TO DO.
A word-for-word copy of the entries is needed, and it should contain no images.

---

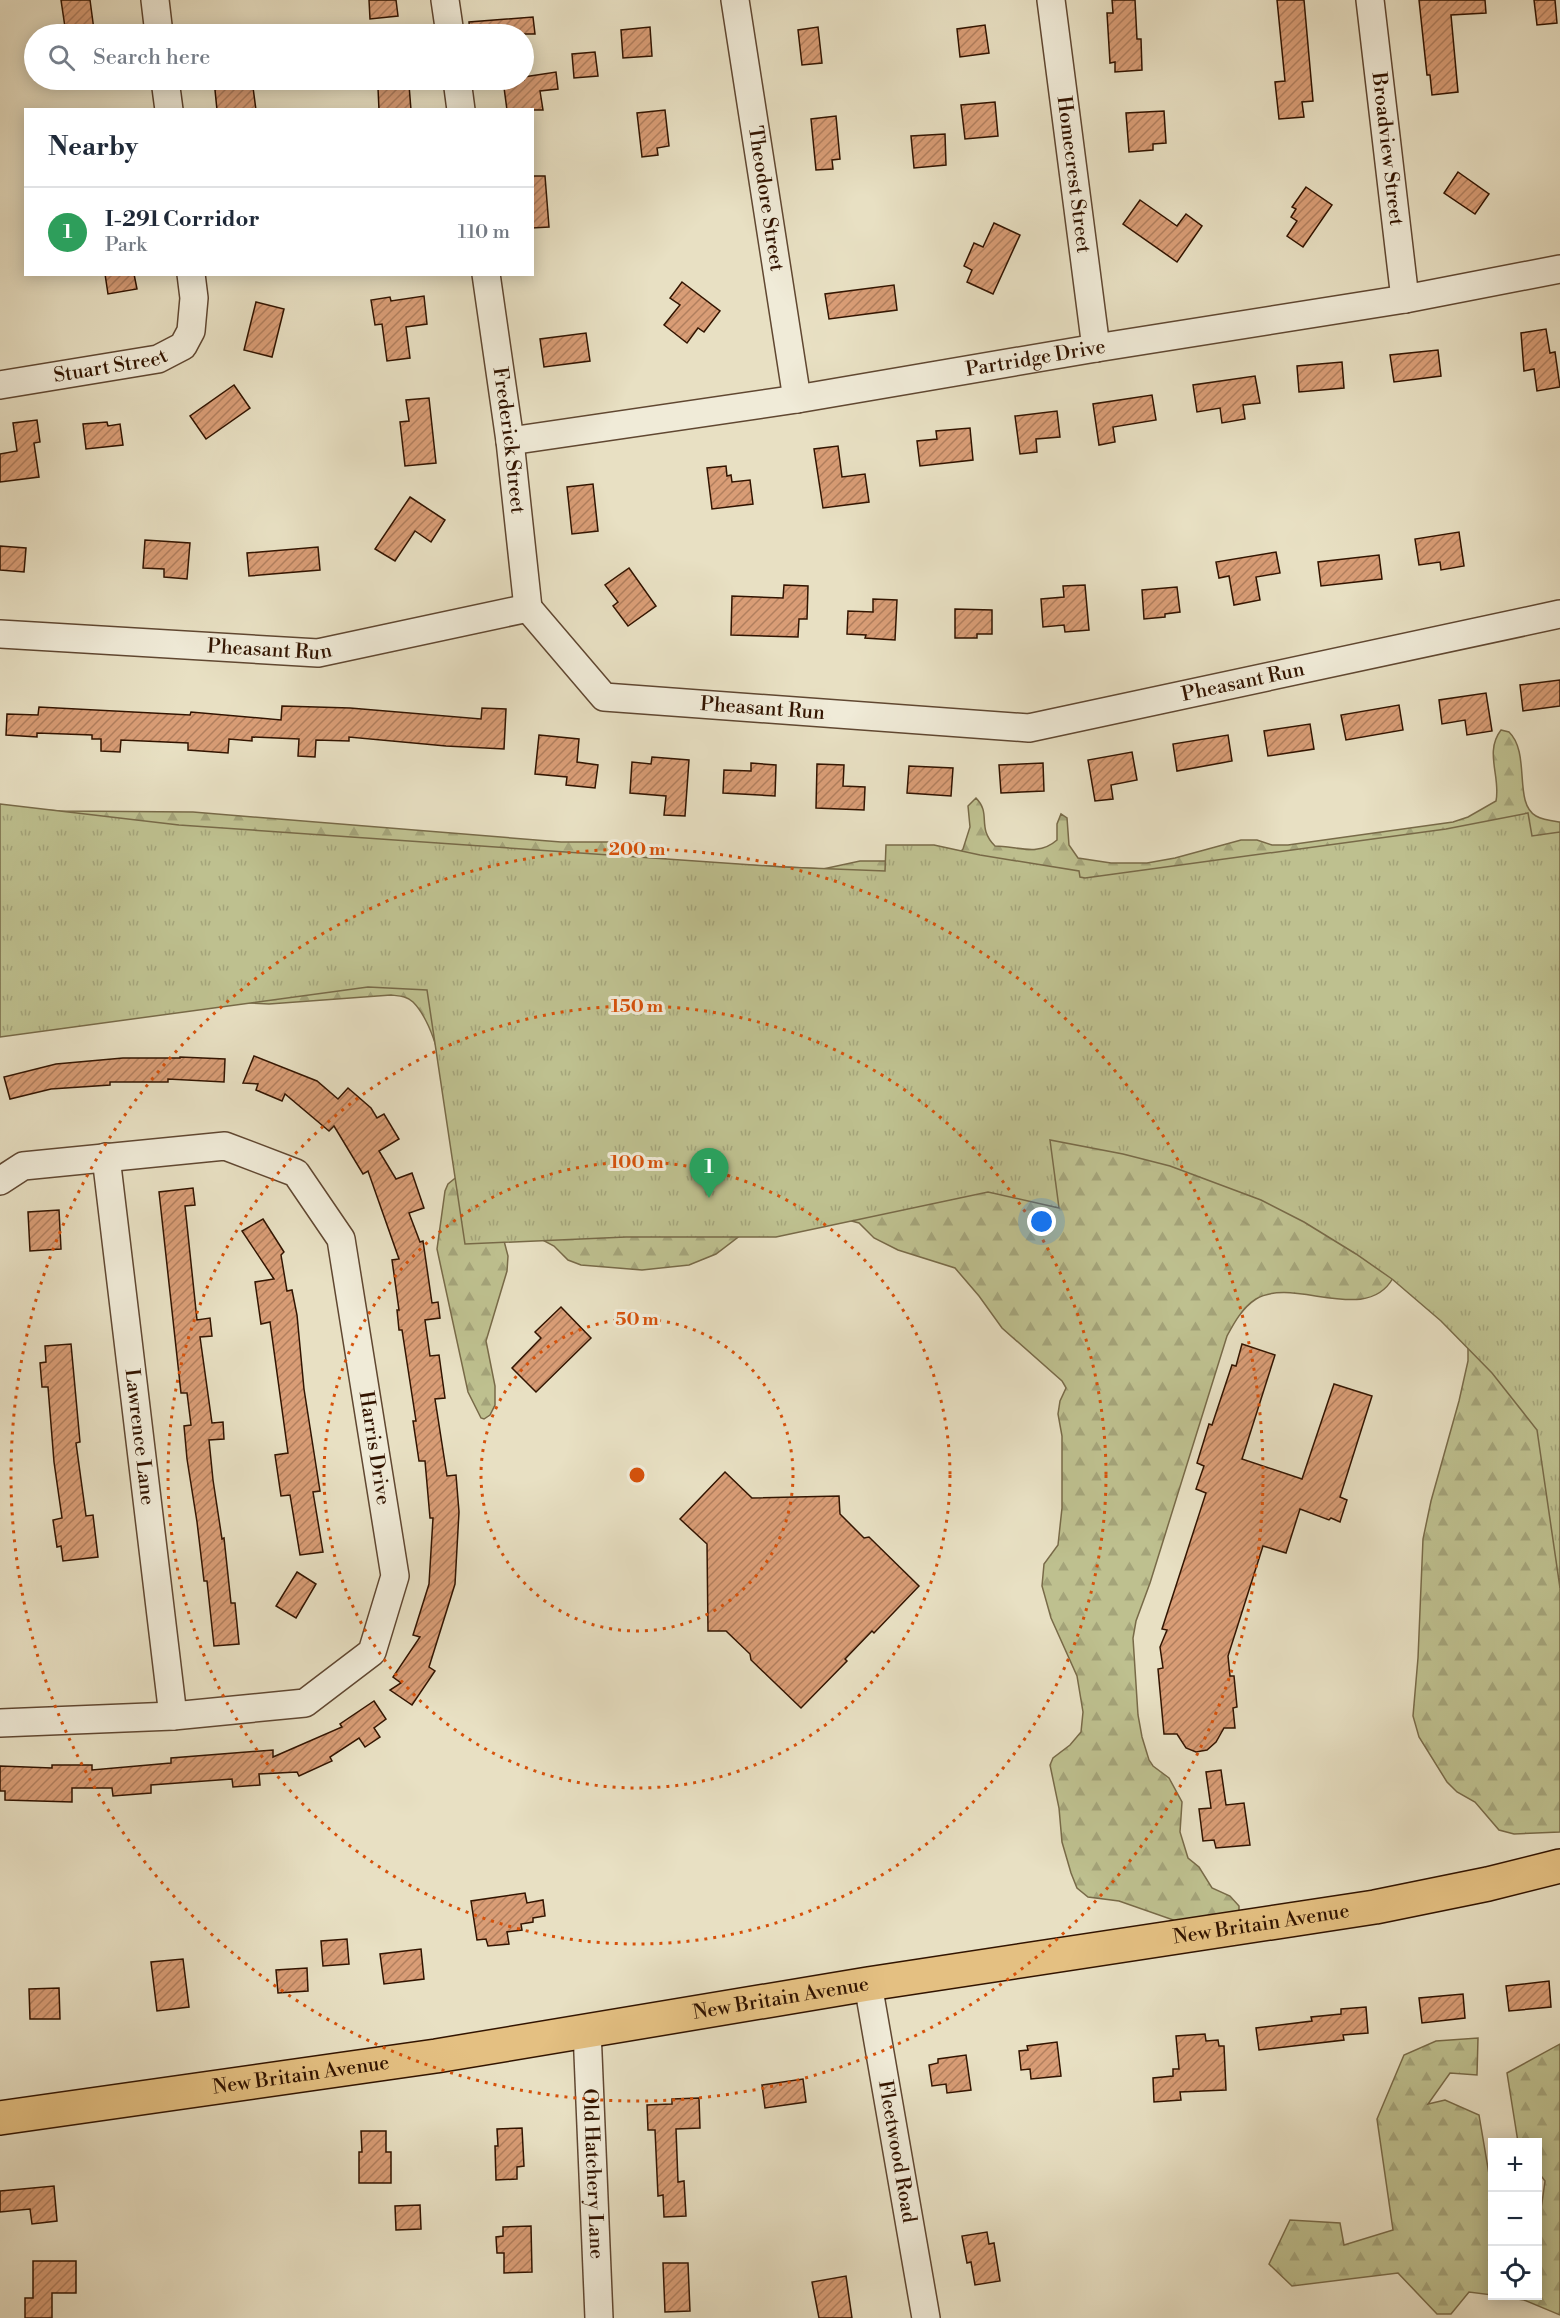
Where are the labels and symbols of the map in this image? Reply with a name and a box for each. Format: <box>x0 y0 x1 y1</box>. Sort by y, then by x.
street label: Broadview Street <box>1366 70 1409 227</box>
street label: Homecrest Street <box>1051 95 1096 255</box>
street label: Theodore Street <box>742 124 789 273</box>
street label: Partridge Drive <box>964 334 1107 383</box>
street label: Stuart Street <box>52 344 172 388</box>
street label: Frederick Street <box>487 365 530 515</box>
street label: Pheasant Run <box>206 634 334 666</box>
street label: Pheasant Run <box>1179 657 1307 707</box>
street label: Pheasant Run <box>699 692 826 726</box>
text: 200 m <box>609 838 666 861</box>
text: 150 m <box>611 995 664 1018</box>
pin: 1 <box>690 1148 728 1198</box>
text: 100 m <box>610 1151 664 1174</box>
your location <box>1027 1207 1056 1236</box>
text: 50 m <box>615 1308 659 1331</box>
street label: Lawrence Lane <box>119 1367 160 1507</box>
street label: Harris Drive <box>353 1389 396 1507</box>
centre of rings <box>627 1465 647 1485</box>
street label: New Britain Avenue <box>1171 1899 1351 1950</box>
street label: New Britain Avenue <box>691 1972 871 2026</box>
street label: New Britain Avenue <box>211 2050 391 2100</box>
street label: Fleetwood Road <box>872 2078 922 2225</box>
street label: Old Hatchery Lane <box>577 2088 609 2260</box>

---

ANSWER AREA.
Where are the labels and symbols of the map in this image? Reply with a name and a box for each. Format: <box>x0 y0 x1 y1</box>. Sort by y, then by x.
street label: Broadview Street <box>1366 70 1409 227</box>
street label: Homecrest Street <box>1051 95 1096 255</box>
street label: Theodore Street <box>742 124 789 273</box>
street label: Partridge Drive <box>964 334 1107 383</box>
street label: Stuart Street <box>52 344 172 388</box>
street label: Frederick Street <box>487 365 530 515</box>
street label: Pheasant Run <box>206 634 334 666</box>
street label: Pheasant Run <box>1179 657 1307 707</box>
street label: Pheasant Run <box>699 692 826 726</box>
text: 200 m <box>609 838 666 861</box>
text: 150 m <box>611 995 664 1018</box>
pin: 1 <box>690 1148 728 1198</box>
text: 100 m <box>610 1151 664 1174</box>
your location <box>1027 1207 1056 1236</box>
text: 50 m <box>615 1308 659 1331</box>
street label: Lawrence Lane <box>119 1367 160 1507</box>
street label: Harris Drive <box>353 1389 396 1507</box>
centre of rings <box>627 1465 647 1485</box>
street label: New Britain Avenue <box>1171 1899 1351 1950</box>
street label: New Britain Avenue <box>691 1972 871 2026</box>
street label: New Britain Avenue <box>211 2050 391 2100</box>
street label: Fleetwood Road <box>872 2078 922 2225</box>
street label: Old Hatchery Lane <box>577 2088 609 2260</box>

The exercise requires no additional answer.